To use PGO, update the `CFLAGS` variable to include the following:



```

CFLAGS=-O3 -fPIC -fprofile-dir=$(PGO_DIR) -fprofile-generate=$(PGO_DIR)

```



Compile the program and use the RunBenchmark tool on a sample data set. For this part, you'll need a zstd dictionary so that we can test out the dictionary-based compression algorithms. More information on creating this dictionary can be found here: [https://github.com/facebook/zstd#dictionary-compression-how-to](https://github.com/facebook/zstd#dictionary-compression-how-to)

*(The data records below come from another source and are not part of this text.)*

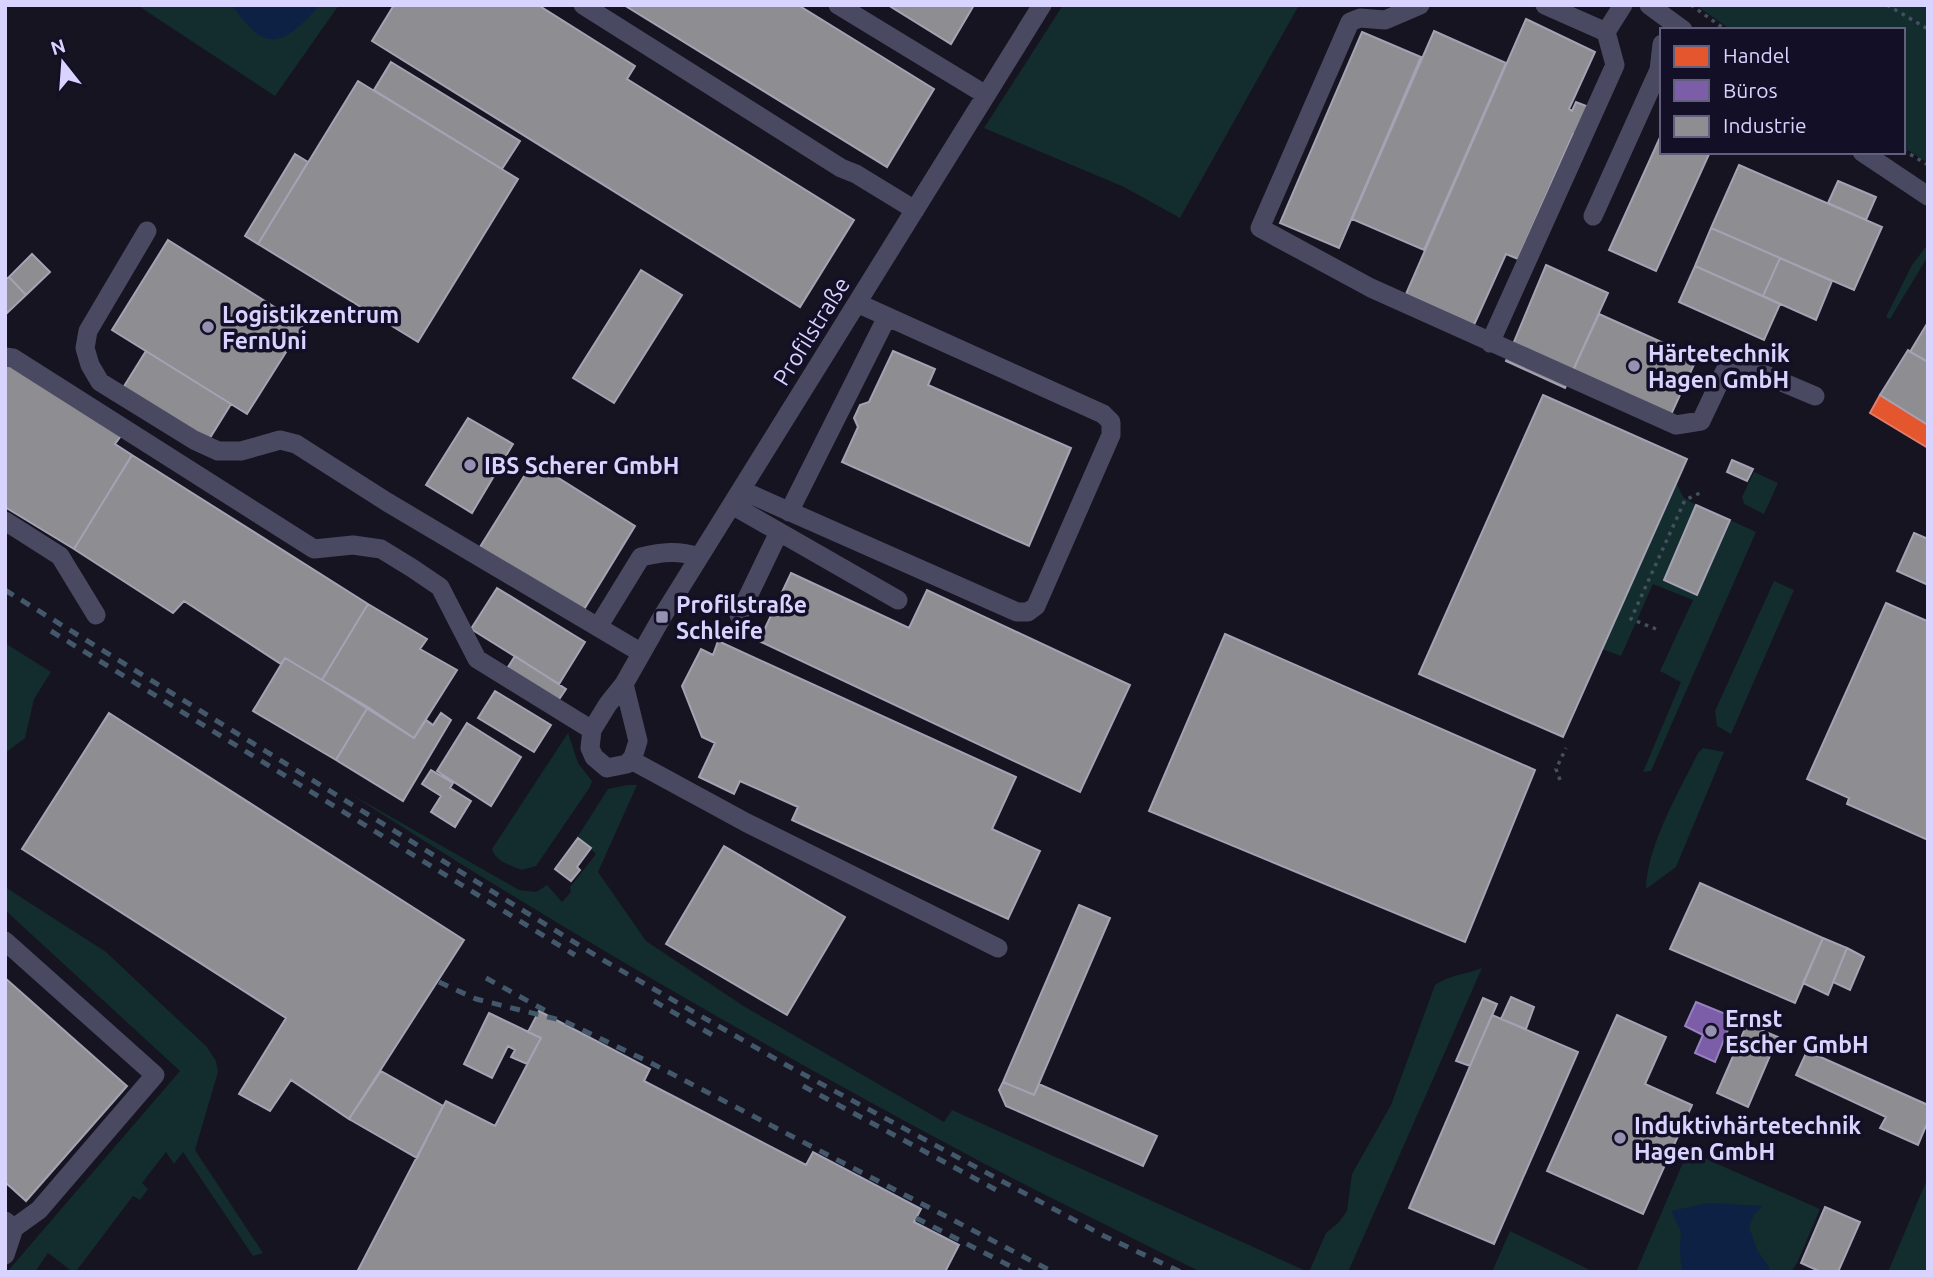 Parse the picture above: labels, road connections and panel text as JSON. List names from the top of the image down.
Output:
{
  "streets": {
    "street": ["Profilstraße"]
  },
  "places": {
    "other": [
      "Logistikzentrum FernUni",
      "Härtetechnik Hagen GmbH",
      "IBS Scherer GmbH",
      "Ernst Escher GmbH",
      "Induktivhärtetechnik Hagen GmbH"
    ],
    "transit": ["Profilstraße Schleife"]
  },
  "legend": ["Handel", "Büros", "Industrie"],
  "north": "top"
} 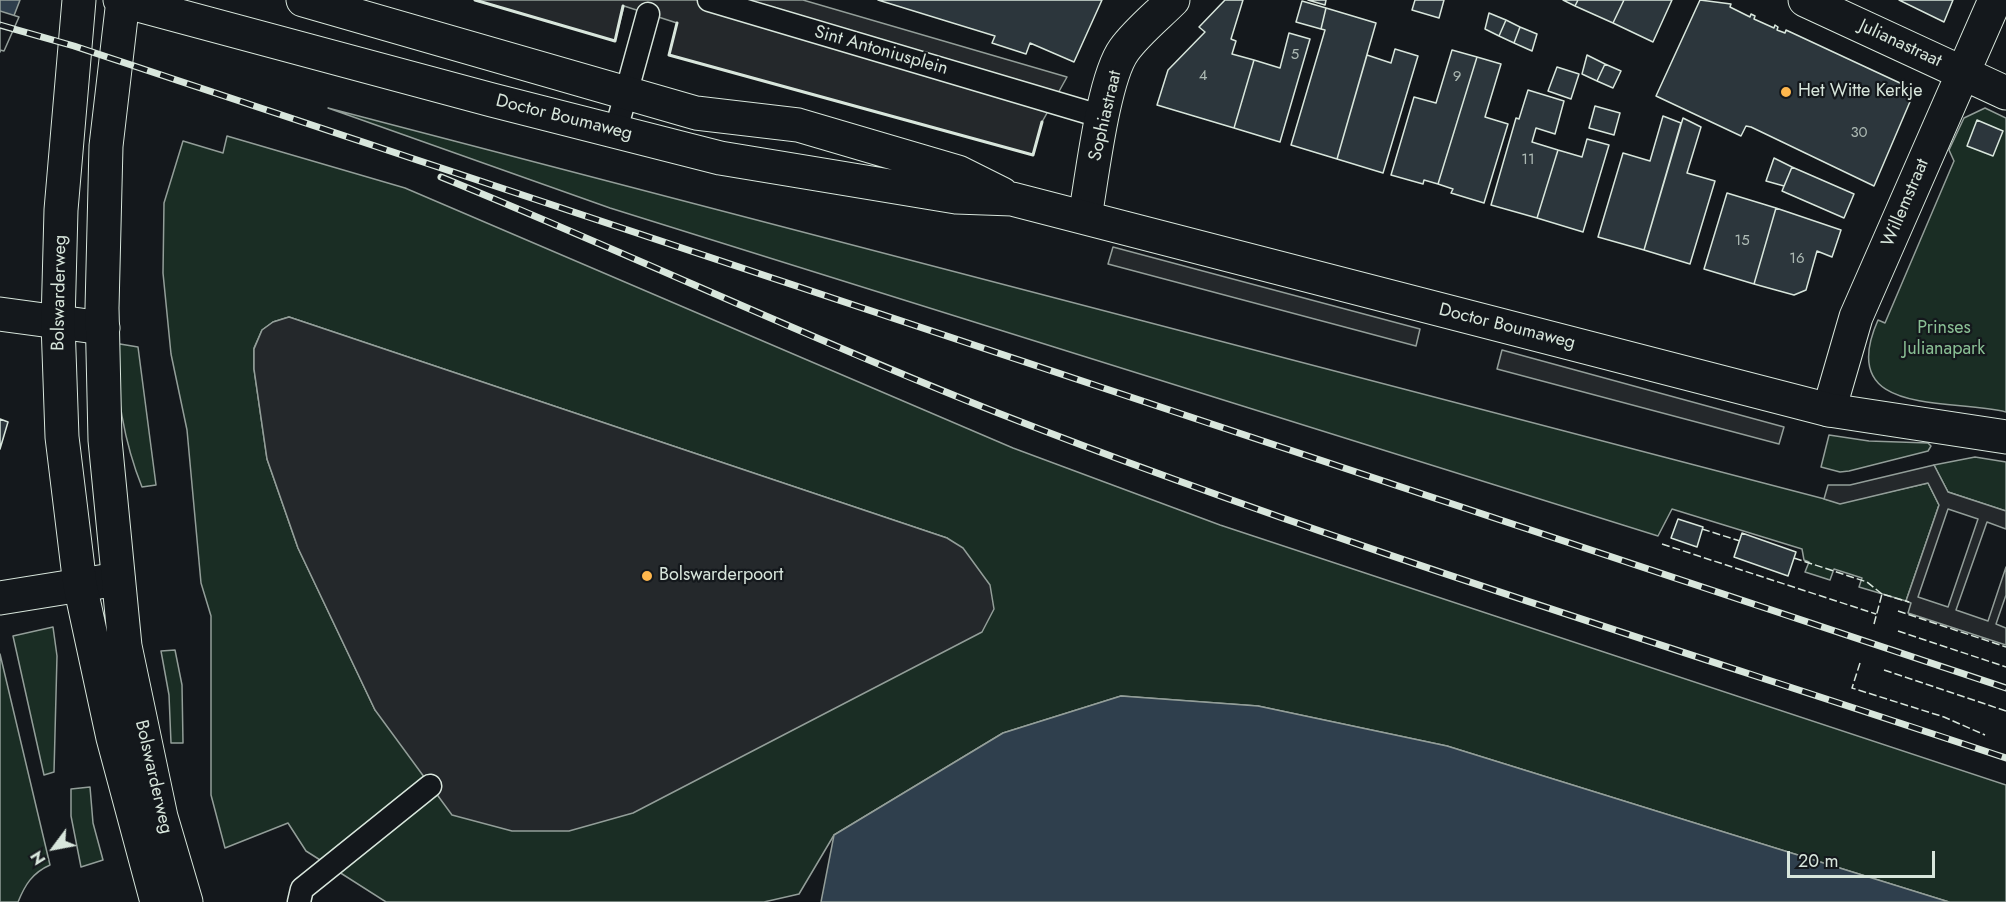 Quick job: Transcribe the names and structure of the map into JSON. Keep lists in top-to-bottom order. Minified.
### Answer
{"streets":{"main road":["Julianastraat","Sophiastraat","Doctor Boumaweg","Willemstraat","Bolswarderweg"],"lane":["Sint Antoniusplein"]},"crossings":[["Julianastraat","Willemstraat"],["Sint Antoniusplein","Sophiastraat"],["Sophiastraat","Doctor Boumaweg"],["Doctor Boumaweg","Willemstraat"],["Doctor Boumaweg","Bolswarderweg"]],"parks":["Prinses Julianapark"],"places":["Het Witte Kerkje","Bolswarderpoort"],"house_numbers":["5","4","9","30","11","15","16"],"scale_bar":"20 m","north":"bottom left"}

Once the benchmark has finished, all the interesting data will be stored in the PGO subdirectory. Now we need to change the `Makefile` to use the new PGO data:



```

CFLAGS=-O3 -fPIC -fprofile-dir=$(PGO_DIR) -fprofile-use=$(PGO_DIR) -fprofile-correction

```



We need to get rid of the previous binaries and objects to re-compile the project. Do the following to delete the `bin` and `obj` subdirectories (but not the `pgo` subdirectory) and rebuild:



```

make clean

make -j

```



### macOS



To use PGO, update the `CFLAGS` variable to include the following:



```

CFLAGS=-O3 -fPIC -fprofile-instr-generate=$(PGO_DIR)/BlockCompression.profraw

```



Compile the program and use the RunBenchmark tool on a sample data set. For this part, you'll need a zstd dictionary so that we can test out the dictionary-based compression algorithms. More information on cre>



Once the benchmark has finished, all the interesting data will be stored in the PGO subdirectory. Next we'll need to convert the profiling data before it can be used:



```

/Library/Developer/CommandLineTools/usr/bin/llvm-profdata merge -output=BlockCompression.profdata BlockCompression.profraw

```



Now we need to change the `Makefile` to use the new PGO data:



```

CFLAGS=-O3 -fPIC -fprofile-instr-use=$(PGO_DIR)/BlockCompression.profdata

```



We need to get rid of the previous binaries and objects to re-compile the project. Do the following to delete the `bin` and `obj` subdirectories (but not the `pgo` subdirectory) and rebuild:



```

make clean

make -j

```



## Results



Here are the results when using MinGW (gcc 10.2.0) in Windows 10 on a Ryzen 9 5950X CPU (single thread benchmark):



| Algorithm | CL | TotalTime | CompRatio |  CompSpeed | DecompSpeed | Speed% | Ratio% | SpRank | CrRank |

|:----------|---:|----------:|----------:|-----------:|------------:|-------:|-------:|-------:|-------:|

| Zlib      |  1 |    1.69 s |      2.94 | 263.5 MB/s |  894.9 MB/s |  1.000 |  1.000 |      3 |      7 |

| Zlib      |  5 |    3.11 s |      4.69 | 122.0 MB/s |  1.158 GB/s |  0.544 |  1.592 |      4 |      6 |

| Zlib      |  9 |   11.04 s |      5.02 |  32.1 MB/s |  1.173 GB/s |  0.153 |  1.703 |      5 |      3 |

| Zstd      |  1 |    0.97 s |      4.87 | 458.5 MB/s |  1.518 GB/s |  1.739 |  1.654 |      1 |      4 |

| Zstd      | 17 |  1.16 min |      7.04 |   5.0 MB/s |  1.854 GB/s |  0.024 |  2.390 |      6 |      2 |

| ZstdDict  |  1 |    0.98 s |      4.87 | 451.9 MB/s |  1.527 GB/s |  1.722 |  1.654 |      2 |      5 |

| ZstdDict  | 17 |  1.27 min |      7.04 |   4.5 MB/s |  1.857 GB/s |  0.022 |  2.391 |      7 |      1 |



## Using in Nirvana



As long as the API for the functions specified in `BlockCompression.map` stay the same, the resulting BlockCompression library (*.dll, *.so, or *.dylib) can be dropped into a Nirvana release.